Understanding the concepts behind asynchronous messaging

REST, gRPC, and GraphQL are all API paradigms and they are very different from each other as discussed in my article series. But they do have one thing in common - they are all examples of synchronous communication. And if you are wondering what about async/await in .NET, no, I am not talking about that!

In synchronous communication, the sender of a request has to wait for a response from the receiver before it can carry out meaningful work. The sender relies on the receiver to receive the message, process it, and return a response to carry out further actions. If the receiver is busy or experiencing an outage, then the sender might not be able to carry out its operations. HTTP, being ubiquitous, is the most common transport used for all three API patterns. Developers assuming that “The network is reliable” is in fact the first fallacy of distributed computing. So, what happens when you have an HTTP timeout? You never know what is going on at the receiver end. In fact, you can’t be sure that the request reached the receiver. Retries can be implemented and this will work if you have idempotent operations, but what if the operation is payment-related? I wouldn’t be happy if my credit card was charged multiple times as a part of retries! The sender and receiver must always be up and running and available at all points in time. This is called temporal coupling, where two parties that communicate are coupled in terms of timing. Synchronous communication patterns have a high degree of temporal coupling. Think of a phone call. Both the caller and receiver have to be available at the time of the phone call for the call to happen. 

 

Let’s get introduced to asynchronous messaging. It is an asynchronous communication pattern where the sender and receiver operate independently of each other. The sender sends a message to a “queue”, and the receiver can process it when it is available. This can be immediate or at any point in the future, the time of which cannot be predicted.  This reduces the temporal coupling as the sender and receiver don't have to be available at all points of time for processing to happen. This means that the sender sends a request but the receiver processes it at a different time or when it can! This also means that the sender can send a request but it does not need to wait for a response from the receiver or there is nothing that can qualify as a response blocking thread, and the sender and receiver can continue with other operations. It's “fire and forget”. Think of you writing a letter and dropping that in a post box. The postal department takes care of the rest for you. 

 

Asynchronous Messaging is not a new concept. It dates back to the 1960s and with the emergence of Message-Oriented-Middleware in the 1980s and 1990s, the concept started to get stronger. Microservices and Service-Oriented Architecture further accelerated the growth of Asynchronous Messaging. With IoT and real-time applications becoming more popular than ever before, asynchronous messaging continues to gain strength. 

 

Message Queue

With Asynchronous Messaging, many of the development issues like retries, fault handling, decoupling code, and introducing a single responsibility become a part of your infrastructure. And the most critical piece of your infrastructure is the message queue. A message queue can be considered a database but instead of storing and indexing your data, it focuses on delivering your messages from one component to another. The sender is only responsible for sending messages to the message queue. Delivering the message to the receiver is the responsibility of the message queue. There is only one-way communication. However, the sender does not know the receiver at all. The introduction of a message queue leads to very loose temporal coupling. The sender and receiver become two very different applications, that can be deployed and scaled separately. Even scaling horizontally is possible with this communication pattern in place. 

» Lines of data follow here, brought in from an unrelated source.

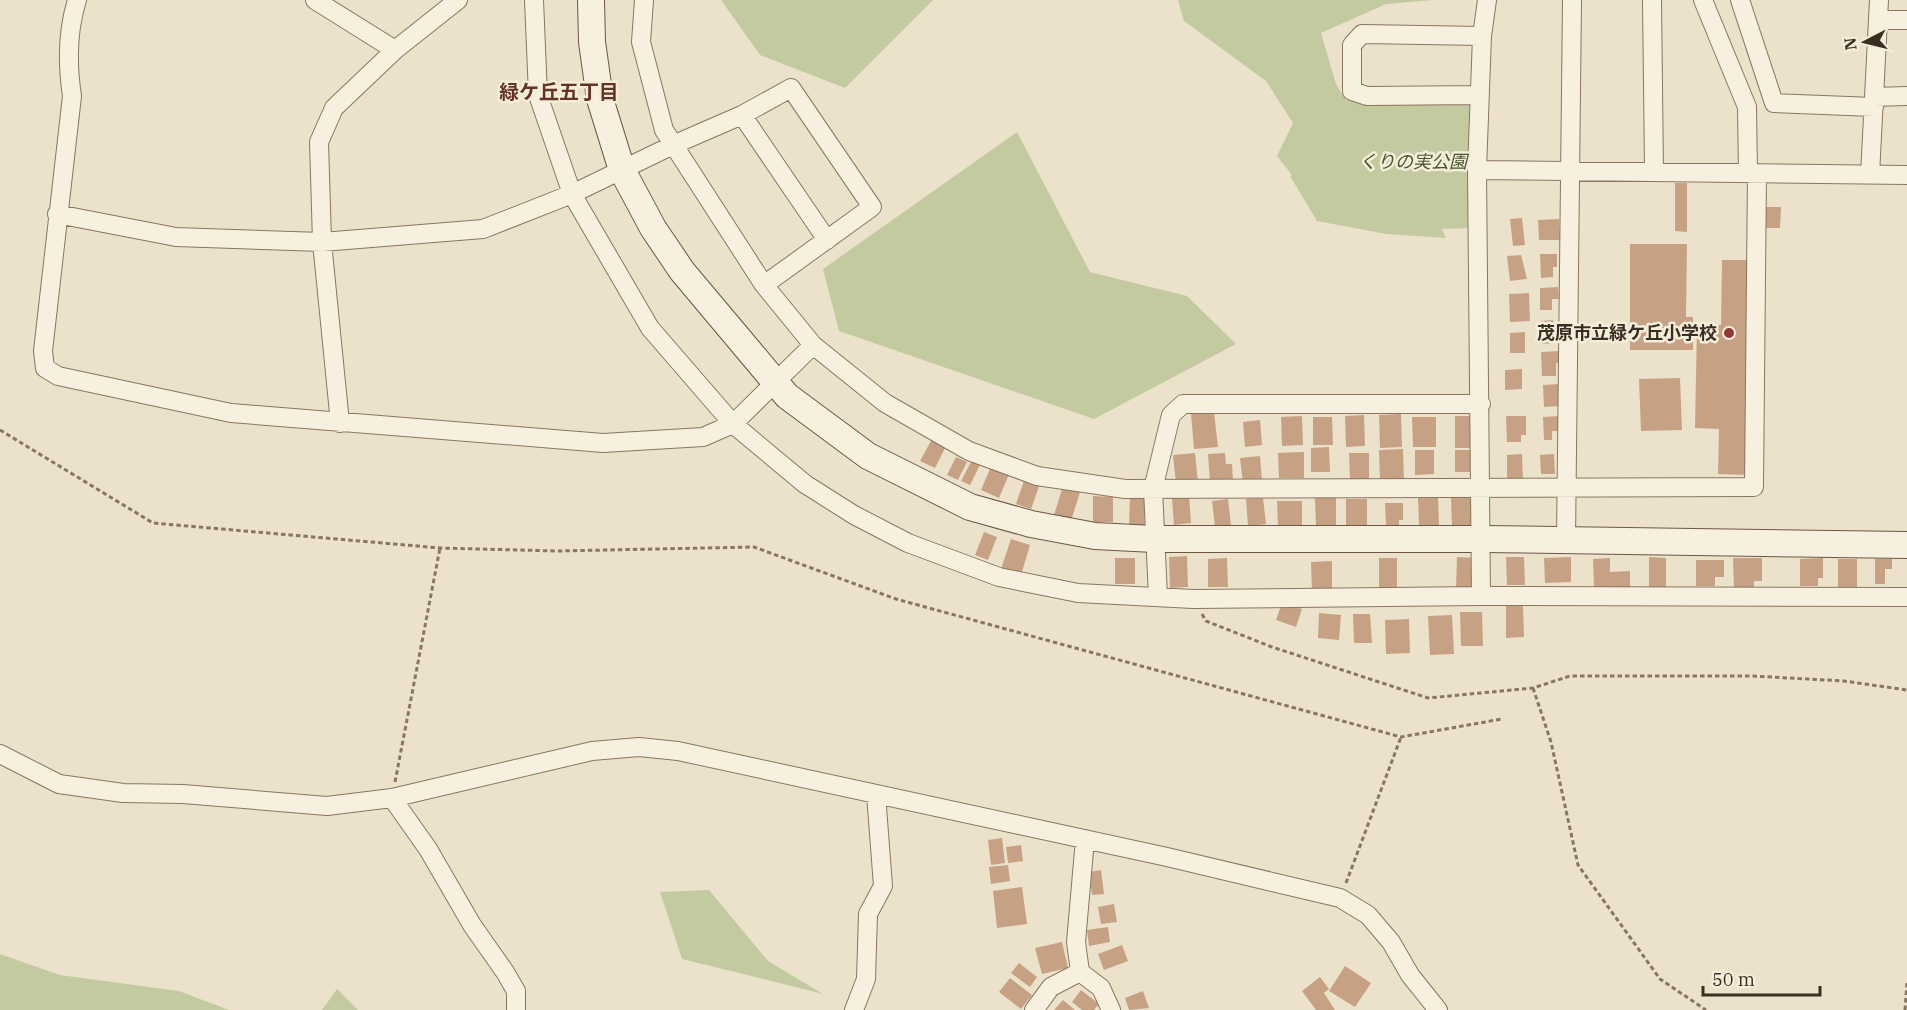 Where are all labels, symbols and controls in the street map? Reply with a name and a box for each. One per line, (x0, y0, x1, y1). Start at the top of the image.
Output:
north arrow (1835, 12, 1895, 72)
text: N (1839, 36, 1861, 51)
district label: 緑ケ丘五丁目 (499, 78, 619, 105)
park label: くりの実公園 (1359, 150, 1470, 173)
place label: 茂原市立緑ケ丘小学校 (1537, 321, 1717, 344)
marker: 茂原市立緑ケ丘小学校 (1722, 326, 1736, 340)
scale bar (1703, 959, 1820, 997)
text: 50 m (1712, 968, 1755, 991) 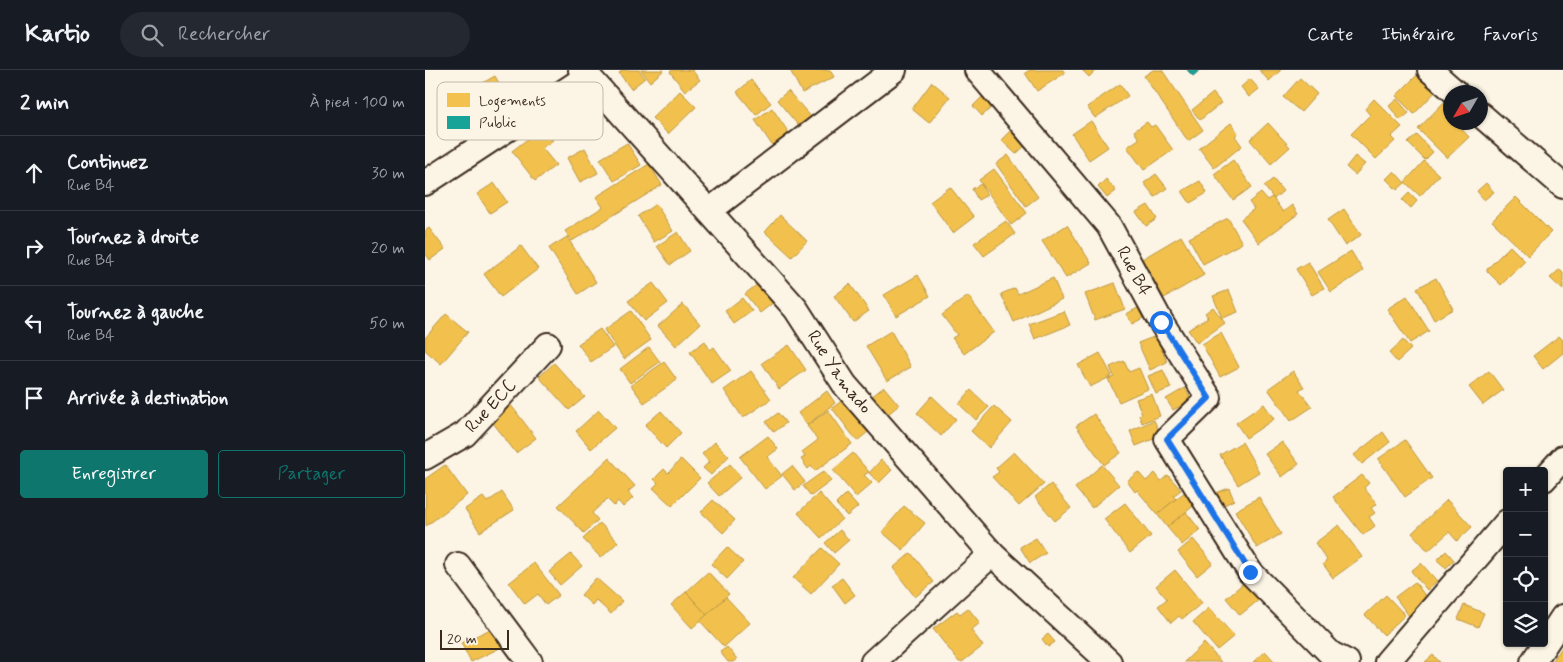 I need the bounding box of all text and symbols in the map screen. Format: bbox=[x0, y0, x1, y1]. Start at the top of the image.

Message queues are a reliability feature for your systems. Your messages are safe if you want to send them from one place to another. They are secure even when the message's consumer has issues or an outage. The message will be delivered to the consumer when it is back up or ready to process the message. It accepts messages, stores them, and delivers them reliably.

 

With asynchronous messaging, we are closer to the realm of integrated applications. The sender and receiver are two different, stand-alone applications. Each application has one well-defined responsibility. Any related functionality is the responsibility of another application or receiver. But they still communicate with each other asynchronously via messaging.

 

What are the steps involved?

  1. The sender sends a message to the queue
  2. The receiver reads the message from the queue
  3. The receiver processes the message
  4. The message gets removed from the queue

This is the simplest scenario. But it involves 4 steps which might seem unnecessary given you can achieve the same in a single RPC call. But what happens when the sender or receiver is having trouble? What if the sender and receiver are fine but there are network connectivity issues? What if your message gets lost in such a network call? Numerous systems cannot afford even the tiniest loss of messages. In such cases, with asynchronous messaging in place, the messages are stored in the queue. The messages are durable and they can be retried by the message queue in place ensuring storage and delivery of your messages. 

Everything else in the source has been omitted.